Composition is Multiplication

If $A$ is the matrix of $T : \mathbb{R}^n \to \mathbb{R}^m$ and $B$ is the matrix of $S : \mathbb{R}^p \to \mathbb{R}^n$, then the matrix of the composition $T \circ S : \mathbb{R}^p \to \mathbb{R}^m$ is the matrix product $AB$.

This is the entire reason matrix multiplication is defined the way it is. The associativity, the $(i,k)$-entry formula, the non-commutativity — they all fall out of the demand that $(AB)\mathbf{x} = A(B\mathbf{x})$.

Three things the composition view explains immediately

Why dimensions must match. $A$ takes $n$-vectors to $m$-vectors, $B$ takes $p$-vectors to $n$-vectors. Compose only if $A$'s input matches $B$'s output. The "inner dimensions match" rule for matmul is exactly this.
Why composition isn't commutative. Rotate then stretch is not the same as stretch then rotate. Composing functions in different orders gives different functions; the matrices don't commute.
Why a deep network is "deeply non-linear" only between layers. $A_3 (A_2 (A_1 \mathbf{x}))$ collapses to $(A_3 A_2 A_1) \mathbf{x}$ without any non-linearity in between. The non-linear activations between layers are what stop layers from squashing into one.
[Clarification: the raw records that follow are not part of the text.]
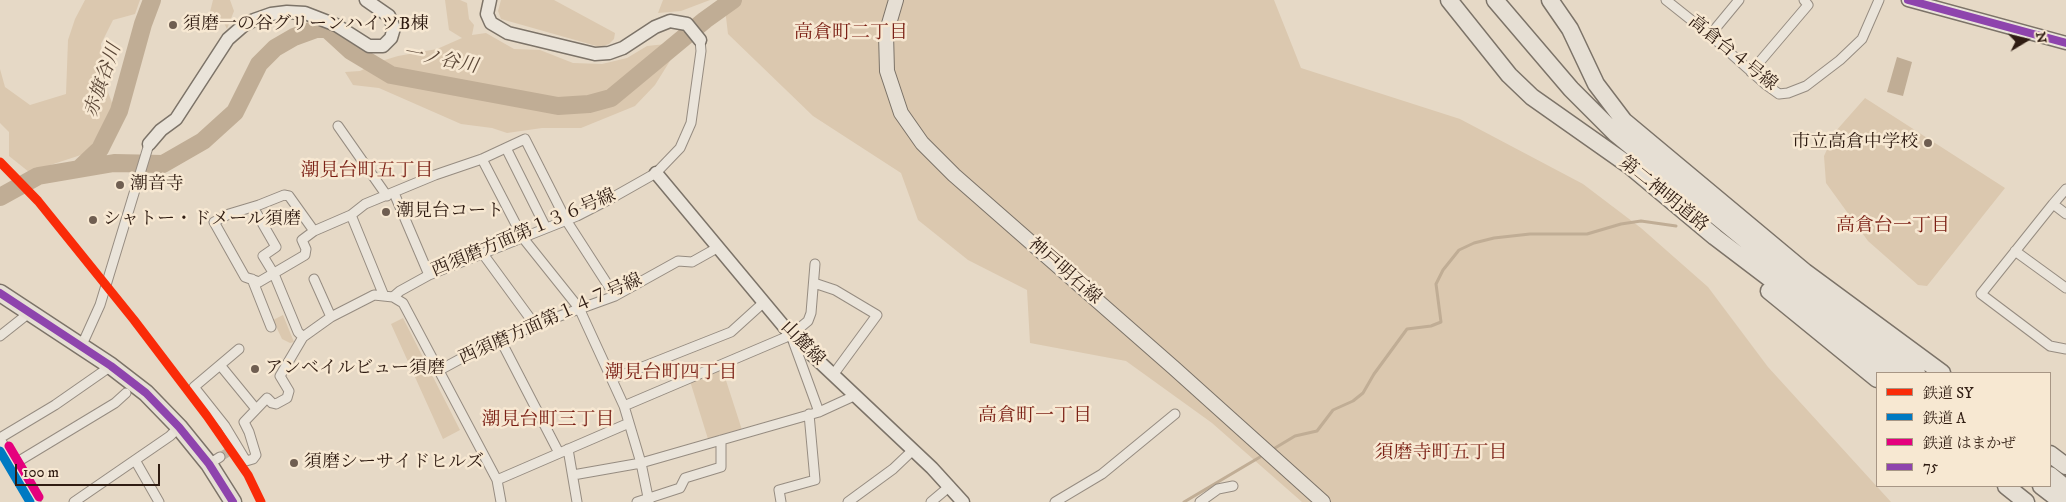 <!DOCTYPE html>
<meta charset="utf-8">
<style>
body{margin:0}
#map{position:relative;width:2066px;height:502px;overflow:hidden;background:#e6d9c6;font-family:"IM FELL DW Pica","Noto Serif JP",serif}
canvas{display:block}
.legend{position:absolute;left:1876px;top:372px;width:175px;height:115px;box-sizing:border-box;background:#f7e8d2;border:1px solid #a79685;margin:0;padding:6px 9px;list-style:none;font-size:15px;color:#2f1c12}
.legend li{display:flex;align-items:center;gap:10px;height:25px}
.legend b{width:25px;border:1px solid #a79685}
.north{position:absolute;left:2001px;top:15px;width:50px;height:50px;-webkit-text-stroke:4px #f7e8d2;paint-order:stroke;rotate:81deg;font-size:14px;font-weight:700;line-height:20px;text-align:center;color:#2f1c12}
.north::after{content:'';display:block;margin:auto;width:18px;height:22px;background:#2f1c12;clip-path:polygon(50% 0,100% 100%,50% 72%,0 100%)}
.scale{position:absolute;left:15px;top:464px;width:145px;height:22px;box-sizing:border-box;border:2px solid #2f1c12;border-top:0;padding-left:6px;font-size:15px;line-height:18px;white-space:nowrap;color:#2f1c12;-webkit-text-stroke:4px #f7e8d2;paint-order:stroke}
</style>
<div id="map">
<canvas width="2066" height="502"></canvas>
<ul class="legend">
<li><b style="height:6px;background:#fa2b08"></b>鉄道 SY</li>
<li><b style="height:6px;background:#007ac2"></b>鉄道 A</li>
<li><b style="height:6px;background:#e5007d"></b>鉄道 はまかぜ</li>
<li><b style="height:6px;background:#8e44ad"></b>75</li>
</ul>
<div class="north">N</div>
<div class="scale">100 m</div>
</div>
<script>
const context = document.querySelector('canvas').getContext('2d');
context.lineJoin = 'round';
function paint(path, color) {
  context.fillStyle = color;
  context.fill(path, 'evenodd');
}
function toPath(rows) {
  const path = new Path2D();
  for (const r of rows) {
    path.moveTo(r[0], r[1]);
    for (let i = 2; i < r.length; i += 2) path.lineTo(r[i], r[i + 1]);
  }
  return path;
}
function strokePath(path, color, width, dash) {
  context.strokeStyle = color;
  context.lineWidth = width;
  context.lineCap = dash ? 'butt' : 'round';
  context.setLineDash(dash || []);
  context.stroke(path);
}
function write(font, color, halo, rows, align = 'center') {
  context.font = font + ' "IM FELL DW Pica","Noto Serif JP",serif';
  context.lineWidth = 5;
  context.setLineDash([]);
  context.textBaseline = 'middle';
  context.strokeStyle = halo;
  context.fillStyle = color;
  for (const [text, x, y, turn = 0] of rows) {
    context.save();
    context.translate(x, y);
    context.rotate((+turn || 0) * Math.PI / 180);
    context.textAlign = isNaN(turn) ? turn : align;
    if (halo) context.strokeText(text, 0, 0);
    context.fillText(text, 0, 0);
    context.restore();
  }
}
paint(toPath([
 [85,0,140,0,135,14,113,20,101,44,103,79,114,108,87,153,29,172,9,156,9,132,0,123,0,69,5,87,30,105,66,94,68,40,75,19],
 [213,0,230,0,234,11,227,29,222,19,209,16],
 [445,0,460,0,467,3,469,19,474,25,472,35,486,33,514,49,540,50,573,63,602,64,627,58,647,46,666,44,673,56,655,85,635,106,581,128,542,128,507,133,492,128,461,124,379,88,353,85,345,72,360,71,378,62,398,56,437,49,462,38,449,30],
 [501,0,554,0,615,33,614,39,609,44,600,47,501,19,498,11],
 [663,0,710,0,681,11,658,13],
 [724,0,1274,0,1301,68,1460,119,1583,184,1641,228,1708,287,1768,367,1891,502,1302,502,1212,423,1126,361,1030,343,1027,290,968,260,918,220,901,173,813,116,728,34],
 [1865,98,2005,188,1927,286,1918,285,1868,241,1826,183,1824,156,1835,132],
 [283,315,294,342,290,343,282,339,273,320],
 [403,318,460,430,443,439,391,324],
 [722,368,742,430,708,439,690,381]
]), '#dbc8af');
paint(toPath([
 [1897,57,1912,62,1903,96,1887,92]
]), '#c0ad95');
strokePath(toPath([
 [1275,448,1295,436,1317,431,1333,410,1353,401,1363,393,1374,374,1407,329,1431,326,1441,322,1436,284,1443,270,1459,250,1474,243,1494,238,1530,234,1587,234,1621,224,1641,221,1676,226],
 [1184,502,1260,457]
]), '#c0ad95', 3);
strokePath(toPath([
 [80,168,100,149,119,111,143,24,152,0],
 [0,197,38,176,114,163,163,164,203,141,235,112,259,64,275,48,294,37,316,29,327,29,351,51,391,75,558,106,589,104,611,98,705,20,733,0]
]), '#c0ad95', 18);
strokePath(toPath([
 [220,457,237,447]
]), '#c1b3a2', 9, [9, 4.5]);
const street = toPath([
 [1666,0,1710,35,1765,84,1779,94,1788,93,1806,86,1840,60,1862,39,1879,0],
 [1710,35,1739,0],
 [1751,72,1808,5,1804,0],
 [338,126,387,196],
 [506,148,546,228],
 [482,159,523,238,579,308,624,406,641,463,649,502],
 [394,193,429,275],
 [2053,204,2066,189],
 [253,207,276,247,263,256,274,274,298,332,303,337],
 [2066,214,2053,204,1981,294,2050,346,2066,349],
 [351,215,384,296],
 [314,231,289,196,284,195,259,205,229,214,214,222,245,277,259,282,305,255,306,249,302,240,314,231,351,215,365,204,435,175,482,159,525,139,566,220,615,296],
 [2015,251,2066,288],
 [483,254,535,325],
 [252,279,271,327],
 [314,279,331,317],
 [814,283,835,290,877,315,833,375],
 [393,297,400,291,429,275,577,216,610,199,656,173,680,148,691,123,701,51,700,40],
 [0,336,29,313],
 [792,338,819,412],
 [501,341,559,453],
 [81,347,100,305,149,144],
 [239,349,194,387,225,426,246,461,253,459,256,455,249,432,244,422,267,398,272,403,276,404,287,398,289,391,280,376,303,337,331,317,374,295,393,297,403,303,497,480,501,502],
 [220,365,256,409],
 [438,371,462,358,535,325,615,296,678,261,692,262,717,248],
 [612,379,731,332,763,303],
 [624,406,791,335,808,321,811,313,815,264],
 [0,438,55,405,111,366],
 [0,439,36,502],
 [568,449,577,502],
 [135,460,159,502],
 [14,464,115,403,126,393],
 [209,464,220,457],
 [573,475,641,463,819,412,854,396],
 [497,480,629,423],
 [74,502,170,436,179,427],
 [637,502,680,488,685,478,721,467,721,440],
 [781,502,779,490,815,480,809,414],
 [848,502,893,469,913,450],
 [931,502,950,486],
 [1055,502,1102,474,1175,414],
 [1200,502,1218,489,1233,486]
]);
const secondary = toPath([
 [490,0,487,14,491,23,508,33,595,54,609,53,623,48,655,27,670,21,687,24,700,40],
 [1908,0,2066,43],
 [149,144,161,130,176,119,228,39,244,25,254,20,271,14,287,12,305,13,336,25,369,46,383,46,391,38,394,28,389,16,366,0],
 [656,173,791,335,932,468,963,502]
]);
const primary = toPath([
 [896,0,886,34,887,71,901,113,922,143,954,175,1174,368,1323,502]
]);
const highway = toPath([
 [1449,0,1509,75,1532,97,1630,166,1715,237,1894,373],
 [1495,0,1571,89,1616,134,1837,315,1917,373],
 [1550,0,1570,29,1596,84,1624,121,1805,272,1942,373],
 [1769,291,1877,379],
 [0,293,111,366,146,393,179,427,209,464,233,502],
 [2050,454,2066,466],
 [2050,475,2066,488],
 [2006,486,2026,502],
 [2041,486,2062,502]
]);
strokePath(street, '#968c81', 11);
strokePath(secondary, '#7c7368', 15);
strokePath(primary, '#7c7368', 16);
strokePath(highway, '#7c7368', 19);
strokePath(street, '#eae4da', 9);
strokePath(secondary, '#eae4da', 12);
strokePath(primary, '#e6dfd4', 14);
strokePath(highway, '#e6dfd4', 16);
strokePath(toPath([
 [1908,0,2066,43],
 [0,293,111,366,146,393,179,427,209,464,233,502]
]), '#8e44ad', 8);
strokePath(toPath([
 [0,162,38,201,134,320,207,416,248,475,261,502]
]), '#fa2b08', 9);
strokePath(toPath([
 [0,451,30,502]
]), '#007ac2', 9);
strokePath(toPath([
 [9,446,39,497]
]), '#e5007d', 9);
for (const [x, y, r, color] of [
 [173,25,5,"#6f5e51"],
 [1928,143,5,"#6f5e51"],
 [120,185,5,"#6f5e51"],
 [386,212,5,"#6f5e51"],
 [93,220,5,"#6f5e51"],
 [255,369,5,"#6f5e51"],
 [294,463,5,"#6f5e51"]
]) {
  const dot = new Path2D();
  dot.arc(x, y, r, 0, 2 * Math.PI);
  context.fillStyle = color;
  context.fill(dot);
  strokePath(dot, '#f7e8d2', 2);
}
write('18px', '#2f1c12', '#f7e8d2', [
 ["須磨一の谷グリーンハイツB棟",183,25],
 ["市立高倉中学校",1918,143,"right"],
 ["潮音寺",130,185],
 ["潮見台コート",396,212],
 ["シャトー・ドメール須磨",103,220],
 ["アンベイルビュー須磨",265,369],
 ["須磨シーサイドヒルズ",304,463]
], 'left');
write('18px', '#2f1c12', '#f7e8d2', [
 ["高倉台４号線",1732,54,39],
 ["第二神明道路",1663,195,39],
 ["西須磨方面第１３６号線",524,234,-23],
 ["神戸明石線",1064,272,41],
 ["西須磨方面第１４７号線",551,320,-24],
 ["山麓線",802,344,46]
]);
write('19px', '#7a1f14', '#f7e8d2', [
 ["高倉町二丁目",851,34],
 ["潮見台町五丁目",367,172],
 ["高倉台一丁目",1893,227],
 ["潮見台町四丁目",671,374],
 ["高倉町一丁目",1035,417],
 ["潮見台町三丁目",548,421],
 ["須磨寺町五丁目",1441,454]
]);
write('italic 19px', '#5c4838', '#f7e8d2', [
 ["一ノ谷川",440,61,11],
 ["赤旗谷川",104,81,-71]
]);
</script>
A deep linear network is one matrix

Stack 100 linear layers $W_1, W_2, \ldots, W_{100}$ with no non-linearities and you've trained a single matrix $W = W_{100} \cdots W_1$. The gradients flow differently — you can have a rich training dynamic on a deep linear network — but the function class is exactly the same as a single matmul. (See Saxe, McClelland & Ganguli, ICLR 2014, for the dynamics.) Non-linearities are the entire reason we stack layers.

08

Inverse, Pseudoinverse, Square & Otherwise

For square full-rank $A$, there's a unique $A^{-1}$ such that $A A^{-1} = A^{-1} A = I$. For everything else, the right tool is the pseudoinverse $A^+$, which always exists and is unique.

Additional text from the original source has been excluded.